Robustness plays a significant role in implementing deep learning models in real-world use cases. Vision Transformers (ViTs), launched in the 2020s, have proven themselves to be robust and offer high-performance levels in various visual tasks, surpassing traditional Convolutional Neural Networks (CNNs). It’s been recently seen that large kernel convolutions can potentially match or overtake ViTs in terms of performance, reviving the research interest in CNNs. However, the robustness of these large kernel networks needs verification, which is the primary focus of the study conducted by researchers from the Shanghai Jiao Tong University and Meituan.
The researchers undertook a comprehensive evaluation of the robustness of large kernel convolutional networks (convents) in contrast to traditional CNNs and ViTs, across six benchmark datasets. The experiments proved that large kernel convents display outstanding robustness, often outperforming ViTs. The study also conducted nine different experiments, identifying special properties such as occlusion invariance, kernel attention patterns, and frequency characteristics that contribute to this robustness. The results contradict the prevailing belief that self-attention is vital for achieving high robustness, indicating that traditional CNNs can reach similar robustness levels.
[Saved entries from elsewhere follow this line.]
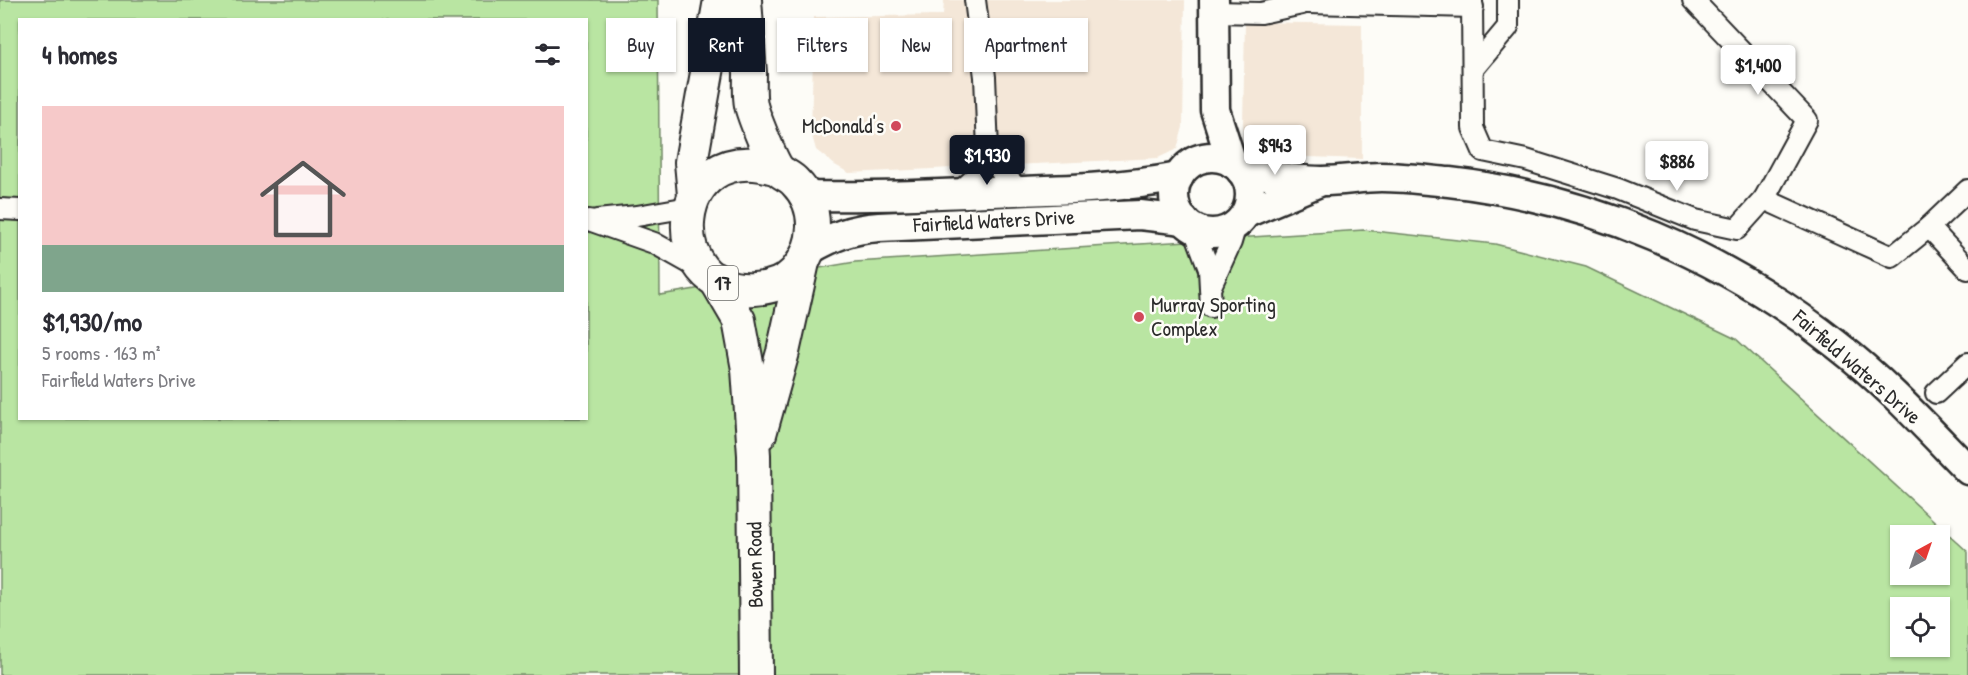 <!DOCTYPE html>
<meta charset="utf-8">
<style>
:root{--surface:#fff;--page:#f7f7f7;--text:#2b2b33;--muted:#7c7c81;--accent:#111827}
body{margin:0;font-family:"Patrick Hand",sans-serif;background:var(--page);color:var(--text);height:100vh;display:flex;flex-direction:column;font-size:22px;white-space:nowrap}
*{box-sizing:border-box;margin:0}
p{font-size:20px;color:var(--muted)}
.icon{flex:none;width:33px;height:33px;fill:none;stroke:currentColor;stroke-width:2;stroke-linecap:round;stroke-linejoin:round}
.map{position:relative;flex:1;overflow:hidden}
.details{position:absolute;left:18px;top:18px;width:570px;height:402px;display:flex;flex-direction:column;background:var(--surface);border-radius:0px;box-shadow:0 2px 4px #0004}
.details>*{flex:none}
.hud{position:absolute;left:606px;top:18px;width:570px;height:54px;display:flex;gap:12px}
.needle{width:39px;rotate:40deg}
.buttons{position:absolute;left:1890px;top:525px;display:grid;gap:12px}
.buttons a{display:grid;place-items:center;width:60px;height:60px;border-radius:0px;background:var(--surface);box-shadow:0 2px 4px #0004;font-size:30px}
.price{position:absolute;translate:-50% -51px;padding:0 14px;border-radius:6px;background:#fff;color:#222;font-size:20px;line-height:39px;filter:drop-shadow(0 2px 3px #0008)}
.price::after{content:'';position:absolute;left:50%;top:36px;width:18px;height:14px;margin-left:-9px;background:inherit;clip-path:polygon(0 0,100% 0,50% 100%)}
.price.current{background:var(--accent);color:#fff}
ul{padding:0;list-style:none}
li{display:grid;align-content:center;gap:12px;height:318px;padding:0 24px}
li span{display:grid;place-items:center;height:186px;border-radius:0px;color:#555}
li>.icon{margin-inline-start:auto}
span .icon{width:108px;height:108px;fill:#fffc;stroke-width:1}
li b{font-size:26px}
h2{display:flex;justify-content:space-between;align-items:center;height:72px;padding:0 24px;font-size:26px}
.pill{padding:0 21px;border-radius:0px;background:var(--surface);box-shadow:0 2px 4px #0004;font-size:21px;line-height:54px}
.pill.current{background:var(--accent);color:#fff}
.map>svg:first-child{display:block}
.built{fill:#f4e7d8}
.pitch{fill:#b9e5a2;stroke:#728866;stroke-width:1.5;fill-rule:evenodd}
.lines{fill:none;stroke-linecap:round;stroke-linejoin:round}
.street-casing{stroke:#2b2b2b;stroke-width:24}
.secondary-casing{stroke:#2b2b2b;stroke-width:33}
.primary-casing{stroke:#2b2b2b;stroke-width:36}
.street{stroke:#fdfcf7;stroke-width:20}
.secondary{stroke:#fdfcf7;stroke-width:28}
.primary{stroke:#fdfcf7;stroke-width:32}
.poi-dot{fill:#d1495b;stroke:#fdfcf7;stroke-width:2}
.labels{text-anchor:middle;stroke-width:5;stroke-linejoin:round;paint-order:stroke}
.shield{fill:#fdfcf7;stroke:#6a6a68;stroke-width:1.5}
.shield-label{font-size:20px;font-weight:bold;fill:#2b2b2b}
.poi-label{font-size:21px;fill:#2b2b2b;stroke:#fdfcf7;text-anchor:end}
.street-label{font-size:21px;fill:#2b2b2b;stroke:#fdfcf7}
</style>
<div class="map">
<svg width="1968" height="675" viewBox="0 0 1968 675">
<rect width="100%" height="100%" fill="#fdfcf7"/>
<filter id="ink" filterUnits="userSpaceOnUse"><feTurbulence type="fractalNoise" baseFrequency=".0167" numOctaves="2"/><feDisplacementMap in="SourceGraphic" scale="12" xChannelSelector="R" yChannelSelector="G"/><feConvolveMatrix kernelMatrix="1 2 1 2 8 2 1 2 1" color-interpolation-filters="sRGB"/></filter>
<g filter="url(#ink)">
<g class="built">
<path d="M944,0H1185L1183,127L1177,149L1158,158L849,173L835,165L816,150L811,132L814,17L943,15Z"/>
<path d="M1245,22L1362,24V159L1259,155L1248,149L1245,142L1243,124Z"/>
</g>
<path class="pitch" d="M0,0H658L660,295L855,262L1364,230L1495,244L1586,267L1736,339L1968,552V675H0ZM20,20H586V418H20ZM1900,536H1940V574H1900ZM1900,608H1940V646H1900Z"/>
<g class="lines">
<g class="street-casing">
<g id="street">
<path d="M1286,0L1308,3L1473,7"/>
<path d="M1472,0L1473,128L1483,151L1526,160L1618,189L1695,220L1737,229L1764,199L1892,257L1929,227L1968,190"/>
<path d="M1693,0L1807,120L1764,199"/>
<path d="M1214,12L1261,13L1302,4"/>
<path d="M1473,69L1508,27V0"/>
<path d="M988,150L1003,175L1023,192"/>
<path d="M957,194L976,177L988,150L985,77L975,0"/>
<path d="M0,209L20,210"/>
<path d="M589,220L654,243L702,270"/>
<path d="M597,220L637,216L689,207"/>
<path d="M1929,227L1968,269"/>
<path d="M1194,229L1209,269L1211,307"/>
<path d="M1211,286L1231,242L1236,225"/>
<path d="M1936,393L1968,363"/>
</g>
</g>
<g class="secondary-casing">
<g id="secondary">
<path d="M1214,0L1215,110L1232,163"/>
<circle cx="1212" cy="195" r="38"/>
<path d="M1241,171C1268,175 1296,181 1322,181C1342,181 1362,177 1381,177C1403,177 1427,180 1449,182C1590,198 1726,257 1837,345C1885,382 1926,427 1968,470"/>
<path d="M806,196C867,197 928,195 988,192C1052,190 1117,189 1179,177"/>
<path d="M1246,213L1319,182"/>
<path d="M809,250C834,236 851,229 879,227L1140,215L1184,220"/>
</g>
</g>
<g class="primary-casing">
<g id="primary">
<path d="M745,0C747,24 748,48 750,73C750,83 749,95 751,105C753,115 771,159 777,168C781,174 790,176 795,182C820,207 818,246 795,272C785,283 769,288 754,289C658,296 667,133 778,169"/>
<path d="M694,195L691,162L720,0"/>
<path d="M715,279L739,320L748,369L754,455L756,675"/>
<path d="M760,434L783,352L803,262"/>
</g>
</g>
<use href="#street" class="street"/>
<use href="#secondary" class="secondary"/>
<use href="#primary" class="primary"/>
</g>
</g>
<g class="poi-dot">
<circle cx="896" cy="126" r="6"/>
<circle cx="1139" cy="317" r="6"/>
</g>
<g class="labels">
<rect class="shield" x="708" y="266" width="30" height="34" rx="4.5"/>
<g class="shield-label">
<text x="723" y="290">17</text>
</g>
<g class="poi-label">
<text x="884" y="133">McDonald's</text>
<text x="1151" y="312" text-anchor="start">Murray Sporting<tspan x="1151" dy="24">Complex</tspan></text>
</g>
<g class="street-label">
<text transform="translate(994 221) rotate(-3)" y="7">Fairfield Waters Drive</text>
<text transform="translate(1857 367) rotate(41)" y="7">Fairfield Waters Drive</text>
<text transform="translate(755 565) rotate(-91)" y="7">Bowen Road</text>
</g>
</g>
</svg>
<div class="buttons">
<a><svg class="needle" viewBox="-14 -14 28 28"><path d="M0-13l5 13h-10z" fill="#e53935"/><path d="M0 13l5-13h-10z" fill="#7c7c81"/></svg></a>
<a><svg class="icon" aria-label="locate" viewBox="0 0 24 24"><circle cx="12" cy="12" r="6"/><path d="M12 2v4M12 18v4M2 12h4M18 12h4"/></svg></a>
</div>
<b class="price" style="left:1758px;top:96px">$1,400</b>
<b class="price" style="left:1275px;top:176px">$943</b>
<b class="price current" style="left:987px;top:186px">$1,930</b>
<b class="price" style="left:1677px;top:192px">$886</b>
<div class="hud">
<a class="pill">Buy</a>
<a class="pill current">Rent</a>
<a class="pill">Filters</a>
<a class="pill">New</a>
<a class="pill">Apartment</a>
</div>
<section class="details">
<h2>4 homes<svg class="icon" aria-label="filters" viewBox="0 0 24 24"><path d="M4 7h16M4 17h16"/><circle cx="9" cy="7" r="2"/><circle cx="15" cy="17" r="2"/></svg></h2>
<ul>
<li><span style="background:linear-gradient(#f6c9c9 75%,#7fa58c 0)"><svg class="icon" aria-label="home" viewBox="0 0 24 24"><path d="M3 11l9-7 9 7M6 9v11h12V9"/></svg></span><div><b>$1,930/mo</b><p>5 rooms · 163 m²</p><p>Fairfield Waters Drive</p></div></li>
</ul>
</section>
</div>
Large kernel convolutional networks have been around since the early stages of deep learning models but have been insufficiently explored, sidelined by smaller kernel networks such as VGG-Net and ResNet. Recent models like ConvNeXt and RepLKNet have rekindled interest in large kernels, showing improved performance, particularly in downstream tasks. Using RepLKNet as the primary model, the study evaluated large kernel networks’ robustness across six robustness benchmarks comparing it with models like ResNet-50, BiT, and ViT. Results indicated that RepLKNet excelled in various robustness tests, including those encountering natural adversarial challenges, common corruptions, and domain adaptation.
Large Kernel Convents perform robustly, primarily due to their unique characteristics such as occlusional invariance and kernel attention patterns. These networks handle high occlusion, adversarial attacks, model perturbations, and noise frequency better than conventional models like ResNet and ViT. Despite this empirical analysis, the study recognized the need for more theoretical proofs because of deep learning’s complex nature. The study’s computational constraints limited the ability to perform kernel size ablations on ImageNet-21K, focusing instead on ImageNet-1K. Nevertheless, the study established the significant robustness of large kernel ConvNets across six standard benchmark datasets.
In summary, the research provides critical insights into the remarkable robustness of large kernel ConvNets, the factors contributing to their resilience, and their potential to advance in future research and practical applications.